Un jour, alors qu’il prêchait en Croatie, Willi Wilke a entendu de l’agitation et des cris provenant de la place du village. Avec sa femme ainsi qu’une autre pionnière, Grete Staudinger, ils distribuaient la brochure Le juste Souverain, qui représentait Jésus Christ en couverture. “ En arrivant, j’ai été horrifié de voir qu’une vingtaine de personnes en furie et armées de faux encerclaient ma femme, raconte frère Wilke. À proximité, un autre groupe était occupé à brûler nos brochures. ”
Les pionniers ignoraient ce qui avait provoqué la colère de ces humbles villageois, et sœur Wilke ne connaissait pas assez bien la langue pour le découvrir. Toutefois, Grete, qui parlait couramment l’allemand et les langues locales, s’est écriée : “ Messieurs Dames, que faites-vous ? ”
“ Nous ne voulons pas du roi Pierre ! ” ont-ils répondu presque d’une seule voix.
“ Mais nous non plus ”, a répliqué Grete.
Surpris, ils ont montré l’image de la brochure et ont demandé : “ Alors pourquoi faites-vous de la propagande pour lui ? ”
Tout s’éclairait. L’année précédente, en 1934, Alexandre Ier, roi de Yougoslavie, avait été assassiné et son fils Pierre devait lui succéder. Mais les villageois préféraient l’autonomie à un monarque de Serbie. Et ils avaient confondu Jésus Christ, représenté sur l’image, avec le roi Pierre !
Une fois le malentendu dissipé, un témoignage complet a pu être donné au sujet du Roi Jésus Christ. Certains de ceux qui avaient brûlé les brochures en voulaient maintenant de nouvelles. En quittant le village, les pionniers étaient heureux d’avoir senti que la main protectrice de Jéhovah avait été sur eux.
Les pionniers devaient également prendre en considération les coutumes locales. Lorsqu’ils prêchaient dans des villages bosniaques à prédominance musulmane, ils devaient faire très attention à ne pas offusquer les habitants. Par exemple, regarder dans les yeux une femme mariée pouvait déclencher une réaction hostile chez son mari.
En ce temps-là, le pays comptait très peu de congrégations et de groupes. C’est pourquoi, après toute une journée de prédication dans un village éloigné, il était parfois difficile de trouver un toit pour la nuit. Avec le peu d’argent qu’ils avaient, les pionniers ne pouvaient se payer une chambre convenable dans une auberge. Josephine Platajs se souvient : “ Dans une certaine localité, personne ne voulait nous recevoir, par peur du prêtre catholique. En sortant du village — il faisait déjà sombre —, nous avons remarqué au pied d’un grand arbre un tapis de feuilles mortes : notre lit pour la nuit ! Nous nous sommes servis de nos sacs à linge comme d’oreillers et mon mari a attaché la bicyclette à sa cheville avec une corde. Le lendemain, au réveil, nous nous sommes rendu compte que nous avions dormi à côté d’un puits : nous avions de l’eau pour nous laver. Non seulement Jéhovah nous avait protégés, mais il avait pourvu à nos besoins physiques. ”

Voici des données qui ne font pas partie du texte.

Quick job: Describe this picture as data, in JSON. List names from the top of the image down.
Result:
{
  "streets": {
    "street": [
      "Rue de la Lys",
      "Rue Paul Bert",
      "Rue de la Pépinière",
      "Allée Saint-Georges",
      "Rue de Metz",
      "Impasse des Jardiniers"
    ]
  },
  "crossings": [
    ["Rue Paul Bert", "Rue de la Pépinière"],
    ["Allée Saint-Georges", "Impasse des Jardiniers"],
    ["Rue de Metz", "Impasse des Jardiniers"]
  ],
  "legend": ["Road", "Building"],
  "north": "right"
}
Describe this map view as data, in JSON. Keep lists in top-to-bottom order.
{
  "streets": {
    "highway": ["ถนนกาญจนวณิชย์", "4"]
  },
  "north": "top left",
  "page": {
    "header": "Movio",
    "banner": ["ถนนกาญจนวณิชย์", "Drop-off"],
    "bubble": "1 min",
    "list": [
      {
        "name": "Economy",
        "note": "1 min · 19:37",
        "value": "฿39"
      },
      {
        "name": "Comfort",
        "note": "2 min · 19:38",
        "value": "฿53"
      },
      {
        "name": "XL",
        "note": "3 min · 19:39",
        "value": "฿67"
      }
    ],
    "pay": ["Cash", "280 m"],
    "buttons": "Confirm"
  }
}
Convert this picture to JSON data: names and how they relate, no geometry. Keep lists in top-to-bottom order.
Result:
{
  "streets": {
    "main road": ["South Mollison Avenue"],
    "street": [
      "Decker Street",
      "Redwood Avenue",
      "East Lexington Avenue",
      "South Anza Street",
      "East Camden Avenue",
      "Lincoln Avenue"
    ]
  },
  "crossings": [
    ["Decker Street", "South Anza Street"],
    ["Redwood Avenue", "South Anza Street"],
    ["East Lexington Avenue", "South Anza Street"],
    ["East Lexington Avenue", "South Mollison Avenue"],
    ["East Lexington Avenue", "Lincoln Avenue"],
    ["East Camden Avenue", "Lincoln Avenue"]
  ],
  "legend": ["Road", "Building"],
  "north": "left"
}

Les pionniers ont constaté que Jéhovah prenait soin d’eux jusque dans les petites choses. Plutôt que de se préoccuper de leur confort personnel, ils s’inquiétaient des progrès de la bonne nouvelle.
UN PASSAGE EN MACÉDOINE
Alfred et Frida Tuček, tous deux pionniers, ont profité de leur voyage de Slovénie en Bulgarie pour propager le message du Royaume. À Strumica, en Macédoine, ils ont prêché au gérant d’un magasin, Dimitar Jovanovič, et lui ont prêté des publications. Un mois plus tard, en rentrant de Bulgarie, ils sont retournés le voir. Comme Dimitar n’avait pas lu les publications, ils ont voulu les reprendre pour en faire bénéficier d’autres. Sa curiosité ayant été piquée, il les a suppliés de lui accorder un délai supplémentaire. En les lisant, il a compris qu’il avait trouvé la vérité. Il a été le premier à se faire baptiser Témoin de Jéhovah en Macédoine.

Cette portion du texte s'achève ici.